Hmm… that is still a little hard to read. Wouldn't it be nice if we got a hint where the actual differences are? Sure, try…

In [30]:
alignment_table = collate(collation, layout='vertical', output='html2')

1859,1860,1861,1866,1869,1872
-,-,-,Causes of Variability.,Causes of Variability.,Causes of Variability.
WHEN we,WHEN we,WHEN we,WHEN we,WHEN we,WHEN we
look to,look to,look to,look to,compare,compare
"the individuals of the same variety or sub-variety of our older cultivated plants and animals, one of the first points which strikes us","the individuals of the same variety or sub-variety of our older cultivated plants and animals, one of the first points which strikes us","the individuals of the same variety or sub-variety of our older cultivated plants and animals, one of the first points which strikes us","the individuals of the same variety or sub-variety of our older cultivated plants and animals, one of the first points which strikes us","the individuals of the same variety or sub-variety of our older cultivated plants and animals, one of the first points which strikes us","the individuals of the same variety or sub-variety of our older cultivated plants and animals, one of the first points which strikes us"
",",",",",",",",-,-
"is, that they generally differ","is, that they generally differ","is, that they generally differ","is, that they generally differ","is, that they generally differ","is, that they generally differ"
much,-,-,-,-,-
more,more,more,more,-,more
from each other,from each other,from each other,from each other,from each other,from each other
",",-,-,-,more,-


And finally, we can also generate the variant graph for this collation…

In [31]:
graph = collate( collation, output="svg" )

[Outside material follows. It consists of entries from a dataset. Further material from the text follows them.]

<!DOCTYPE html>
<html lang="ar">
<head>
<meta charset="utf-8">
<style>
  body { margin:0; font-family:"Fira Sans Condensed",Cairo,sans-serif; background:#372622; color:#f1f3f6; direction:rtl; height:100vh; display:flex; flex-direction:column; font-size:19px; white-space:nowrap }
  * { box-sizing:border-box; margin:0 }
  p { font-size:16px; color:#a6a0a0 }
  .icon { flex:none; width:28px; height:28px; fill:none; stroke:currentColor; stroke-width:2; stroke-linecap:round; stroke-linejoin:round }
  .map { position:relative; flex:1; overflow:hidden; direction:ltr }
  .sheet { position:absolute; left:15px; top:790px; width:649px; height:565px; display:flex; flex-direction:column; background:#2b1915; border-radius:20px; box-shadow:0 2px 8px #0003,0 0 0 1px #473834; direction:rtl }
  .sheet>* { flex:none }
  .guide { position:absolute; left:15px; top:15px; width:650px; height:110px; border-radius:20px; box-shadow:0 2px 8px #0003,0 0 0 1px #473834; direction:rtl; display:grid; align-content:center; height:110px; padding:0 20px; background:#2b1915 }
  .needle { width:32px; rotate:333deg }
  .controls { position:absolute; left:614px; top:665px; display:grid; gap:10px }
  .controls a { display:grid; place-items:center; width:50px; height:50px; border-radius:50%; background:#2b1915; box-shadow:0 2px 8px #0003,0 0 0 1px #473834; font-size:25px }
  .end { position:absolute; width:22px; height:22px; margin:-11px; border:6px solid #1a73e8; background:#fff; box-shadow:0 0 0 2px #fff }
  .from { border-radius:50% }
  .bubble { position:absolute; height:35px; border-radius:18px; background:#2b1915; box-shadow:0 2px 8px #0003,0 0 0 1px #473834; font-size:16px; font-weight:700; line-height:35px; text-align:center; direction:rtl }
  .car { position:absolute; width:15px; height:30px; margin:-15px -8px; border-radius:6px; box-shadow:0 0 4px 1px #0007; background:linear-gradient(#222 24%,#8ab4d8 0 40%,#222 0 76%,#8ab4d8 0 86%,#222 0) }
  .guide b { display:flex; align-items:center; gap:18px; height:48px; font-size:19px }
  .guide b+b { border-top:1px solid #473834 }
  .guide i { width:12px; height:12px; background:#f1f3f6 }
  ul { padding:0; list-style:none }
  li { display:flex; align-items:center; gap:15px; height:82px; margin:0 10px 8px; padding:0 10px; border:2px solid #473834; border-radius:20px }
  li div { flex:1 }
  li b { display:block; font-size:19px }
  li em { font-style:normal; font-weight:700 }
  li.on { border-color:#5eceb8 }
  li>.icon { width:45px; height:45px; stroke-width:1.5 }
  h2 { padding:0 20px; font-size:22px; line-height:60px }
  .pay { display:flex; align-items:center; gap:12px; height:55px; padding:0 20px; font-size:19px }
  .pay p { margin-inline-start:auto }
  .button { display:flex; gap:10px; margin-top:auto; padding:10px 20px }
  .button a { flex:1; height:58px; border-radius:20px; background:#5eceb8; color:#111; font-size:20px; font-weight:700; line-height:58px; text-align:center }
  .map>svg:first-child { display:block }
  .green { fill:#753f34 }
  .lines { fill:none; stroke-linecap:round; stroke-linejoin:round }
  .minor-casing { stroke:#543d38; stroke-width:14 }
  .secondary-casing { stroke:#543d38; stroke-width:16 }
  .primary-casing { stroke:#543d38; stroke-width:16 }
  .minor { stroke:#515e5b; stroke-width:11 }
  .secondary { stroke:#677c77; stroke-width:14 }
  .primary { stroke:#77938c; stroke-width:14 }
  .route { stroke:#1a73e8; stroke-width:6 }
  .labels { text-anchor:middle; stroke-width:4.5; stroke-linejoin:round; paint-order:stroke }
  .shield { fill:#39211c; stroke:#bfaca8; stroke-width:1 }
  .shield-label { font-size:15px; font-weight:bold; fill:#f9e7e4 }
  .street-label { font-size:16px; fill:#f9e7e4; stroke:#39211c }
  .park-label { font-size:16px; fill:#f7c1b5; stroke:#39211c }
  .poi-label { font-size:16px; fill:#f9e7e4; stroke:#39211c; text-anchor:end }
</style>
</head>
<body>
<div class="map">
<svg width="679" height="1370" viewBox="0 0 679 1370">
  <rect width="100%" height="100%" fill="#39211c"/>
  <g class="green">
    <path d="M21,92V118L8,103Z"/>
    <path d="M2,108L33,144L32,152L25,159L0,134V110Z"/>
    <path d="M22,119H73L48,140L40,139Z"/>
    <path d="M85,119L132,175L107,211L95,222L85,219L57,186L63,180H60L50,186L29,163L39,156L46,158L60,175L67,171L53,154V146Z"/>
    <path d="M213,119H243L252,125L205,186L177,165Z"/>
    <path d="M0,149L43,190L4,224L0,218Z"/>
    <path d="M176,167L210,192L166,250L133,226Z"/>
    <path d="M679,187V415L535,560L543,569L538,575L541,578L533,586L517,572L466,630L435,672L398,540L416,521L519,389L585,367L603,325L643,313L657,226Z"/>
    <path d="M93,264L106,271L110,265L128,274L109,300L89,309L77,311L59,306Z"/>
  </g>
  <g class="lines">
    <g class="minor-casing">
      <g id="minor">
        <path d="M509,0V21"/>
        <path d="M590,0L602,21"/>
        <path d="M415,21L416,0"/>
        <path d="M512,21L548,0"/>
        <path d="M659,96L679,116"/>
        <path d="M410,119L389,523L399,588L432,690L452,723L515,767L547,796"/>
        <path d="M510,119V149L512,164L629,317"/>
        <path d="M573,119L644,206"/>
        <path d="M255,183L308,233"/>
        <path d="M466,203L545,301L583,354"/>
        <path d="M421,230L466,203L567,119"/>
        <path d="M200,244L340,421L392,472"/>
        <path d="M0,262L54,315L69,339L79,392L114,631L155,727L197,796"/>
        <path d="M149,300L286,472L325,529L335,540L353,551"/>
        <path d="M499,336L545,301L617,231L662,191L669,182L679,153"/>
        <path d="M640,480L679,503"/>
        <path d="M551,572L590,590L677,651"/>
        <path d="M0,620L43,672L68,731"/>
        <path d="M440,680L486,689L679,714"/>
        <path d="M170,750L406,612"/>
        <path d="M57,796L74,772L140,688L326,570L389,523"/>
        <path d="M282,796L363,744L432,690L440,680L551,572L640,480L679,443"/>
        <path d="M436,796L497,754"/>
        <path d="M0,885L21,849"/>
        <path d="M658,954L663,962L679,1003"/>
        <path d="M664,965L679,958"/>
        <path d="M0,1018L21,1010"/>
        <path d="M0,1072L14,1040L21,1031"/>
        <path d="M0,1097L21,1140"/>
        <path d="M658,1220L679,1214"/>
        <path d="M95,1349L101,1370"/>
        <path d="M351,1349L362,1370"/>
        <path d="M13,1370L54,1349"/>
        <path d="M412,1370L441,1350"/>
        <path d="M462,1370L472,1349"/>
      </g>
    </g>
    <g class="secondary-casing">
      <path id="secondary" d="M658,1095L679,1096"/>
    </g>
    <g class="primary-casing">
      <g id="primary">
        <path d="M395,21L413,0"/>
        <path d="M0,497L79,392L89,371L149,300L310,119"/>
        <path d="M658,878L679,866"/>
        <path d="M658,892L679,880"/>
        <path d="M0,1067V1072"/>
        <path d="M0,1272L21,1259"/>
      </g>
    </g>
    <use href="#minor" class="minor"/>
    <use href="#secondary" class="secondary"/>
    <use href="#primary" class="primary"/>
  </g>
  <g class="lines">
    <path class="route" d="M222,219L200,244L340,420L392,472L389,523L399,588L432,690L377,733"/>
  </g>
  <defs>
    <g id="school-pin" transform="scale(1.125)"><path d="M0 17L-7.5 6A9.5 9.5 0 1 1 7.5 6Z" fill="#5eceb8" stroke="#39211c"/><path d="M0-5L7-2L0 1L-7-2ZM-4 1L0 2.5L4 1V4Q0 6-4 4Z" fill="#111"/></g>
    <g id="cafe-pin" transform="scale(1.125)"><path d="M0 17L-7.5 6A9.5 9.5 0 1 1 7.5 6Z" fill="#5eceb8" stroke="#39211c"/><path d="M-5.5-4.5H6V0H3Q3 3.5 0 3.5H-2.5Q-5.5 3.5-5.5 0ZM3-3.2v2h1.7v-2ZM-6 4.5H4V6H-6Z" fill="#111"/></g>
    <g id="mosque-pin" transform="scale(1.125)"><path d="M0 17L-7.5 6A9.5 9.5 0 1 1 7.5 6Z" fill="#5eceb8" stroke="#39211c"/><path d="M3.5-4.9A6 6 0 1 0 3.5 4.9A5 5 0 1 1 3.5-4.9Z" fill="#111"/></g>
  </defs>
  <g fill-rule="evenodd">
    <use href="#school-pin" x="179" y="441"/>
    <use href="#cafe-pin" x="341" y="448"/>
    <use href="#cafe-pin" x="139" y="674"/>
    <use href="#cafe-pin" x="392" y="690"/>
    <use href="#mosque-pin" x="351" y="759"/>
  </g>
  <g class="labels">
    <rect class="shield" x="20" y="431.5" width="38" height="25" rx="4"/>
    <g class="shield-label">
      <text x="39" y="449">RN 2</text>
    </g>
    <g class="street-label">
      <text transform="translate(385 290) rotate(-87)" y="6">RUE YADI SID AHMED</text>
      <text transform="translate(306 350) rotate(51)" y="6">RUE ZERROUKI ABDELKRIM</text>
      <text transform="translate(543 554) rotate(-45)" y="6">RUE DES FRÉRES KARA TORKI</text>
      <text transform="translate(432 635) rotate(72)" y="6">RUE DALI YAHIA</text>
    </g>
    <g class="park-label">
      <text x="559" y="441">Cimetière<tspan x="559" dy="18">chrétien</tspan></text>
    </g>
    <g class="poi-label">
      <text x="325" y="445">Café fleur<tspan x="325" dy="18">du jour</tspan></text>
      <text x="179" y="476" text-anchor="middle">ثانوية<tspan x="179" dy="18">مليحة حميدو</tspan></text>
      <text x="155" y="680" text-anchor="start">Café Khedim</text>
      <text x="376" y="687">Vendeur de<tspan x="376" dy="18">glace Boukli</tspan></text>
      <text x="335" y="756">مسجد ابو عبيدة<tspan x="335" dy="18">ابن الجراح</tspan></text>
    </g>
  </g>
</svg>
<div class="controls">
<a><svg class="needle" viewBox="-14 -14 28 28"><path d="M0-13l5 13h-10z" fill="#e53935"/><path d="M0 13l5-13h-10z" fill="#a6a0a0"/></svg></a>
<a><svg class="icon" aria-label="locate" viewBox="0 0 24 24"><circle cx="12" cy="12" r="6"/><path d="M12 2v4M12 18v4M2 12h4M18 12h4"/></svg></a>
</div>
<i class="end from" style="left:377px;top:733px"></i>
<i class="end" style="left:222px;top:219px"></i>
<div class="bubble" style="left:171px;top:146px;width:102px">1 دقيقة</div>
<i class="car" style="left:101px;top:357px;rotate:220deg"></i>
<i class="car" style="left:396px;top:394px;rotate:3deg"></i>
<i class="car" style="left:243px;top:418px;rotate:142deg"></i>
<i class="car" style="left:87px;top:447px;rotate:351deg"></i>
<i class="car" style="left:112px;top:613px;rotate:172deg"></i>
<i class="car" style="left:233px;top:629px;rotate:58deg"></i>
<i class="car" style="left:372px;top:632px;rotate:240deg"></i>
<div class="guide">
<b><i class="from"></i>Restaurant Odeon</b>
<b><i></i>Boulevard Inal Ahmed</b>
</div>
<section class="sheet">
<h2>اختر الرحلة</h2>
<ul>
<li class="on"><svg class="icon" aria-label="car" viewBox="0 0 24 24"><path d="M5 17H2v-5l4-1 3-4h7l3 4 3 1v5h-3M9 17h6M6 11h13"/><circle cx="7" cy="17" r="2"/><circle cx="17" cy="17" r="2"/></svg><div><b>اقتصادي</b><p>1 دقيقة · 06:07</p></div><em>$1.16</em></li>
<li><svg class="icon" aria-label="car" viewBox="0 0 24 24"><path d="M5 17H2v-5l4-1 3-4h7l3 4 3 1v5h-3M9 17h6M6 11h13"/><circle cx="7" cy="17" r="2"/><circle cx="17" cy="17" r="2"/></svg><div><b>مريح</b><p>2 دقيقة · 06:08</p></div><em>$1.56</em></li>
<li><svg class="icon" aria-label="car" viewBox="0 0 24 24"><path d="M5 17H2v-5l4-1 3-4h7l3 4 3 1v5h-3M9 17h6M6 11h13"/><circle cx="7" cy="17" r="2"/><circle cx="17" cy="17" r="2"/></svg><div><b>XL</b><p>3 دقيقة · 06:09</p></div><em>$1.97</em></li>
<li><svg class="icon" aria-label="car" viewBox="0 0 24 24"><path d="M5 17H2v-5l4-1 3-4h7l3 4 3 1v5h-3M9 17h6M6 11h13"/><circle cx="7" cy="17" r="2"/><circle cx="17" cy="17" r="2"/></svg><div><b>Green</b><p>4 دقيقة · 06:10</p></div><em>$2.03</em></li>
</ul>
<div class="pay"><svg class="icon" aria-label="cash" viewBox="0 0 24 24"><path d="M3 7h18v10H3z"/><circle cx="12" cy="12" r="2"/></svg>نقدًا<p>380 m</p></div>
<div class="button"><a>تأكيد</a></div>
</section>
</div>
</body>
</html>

CalledProcessError: Command '['dot', '-Tsvg', '-O', 'Digraph.gv']' returned non-zero exit status 1.

**Note**: you may have noticed that **if you run the cells in an IPython notebook in order, they know about one another**. For this reason, in the end of this tutorial we could produce different outputs using the information typed into the previous cells. When you open a notebook, remember to run the cells in order or to "run all cells" (from the menu Cell), otherwise you may get an error message.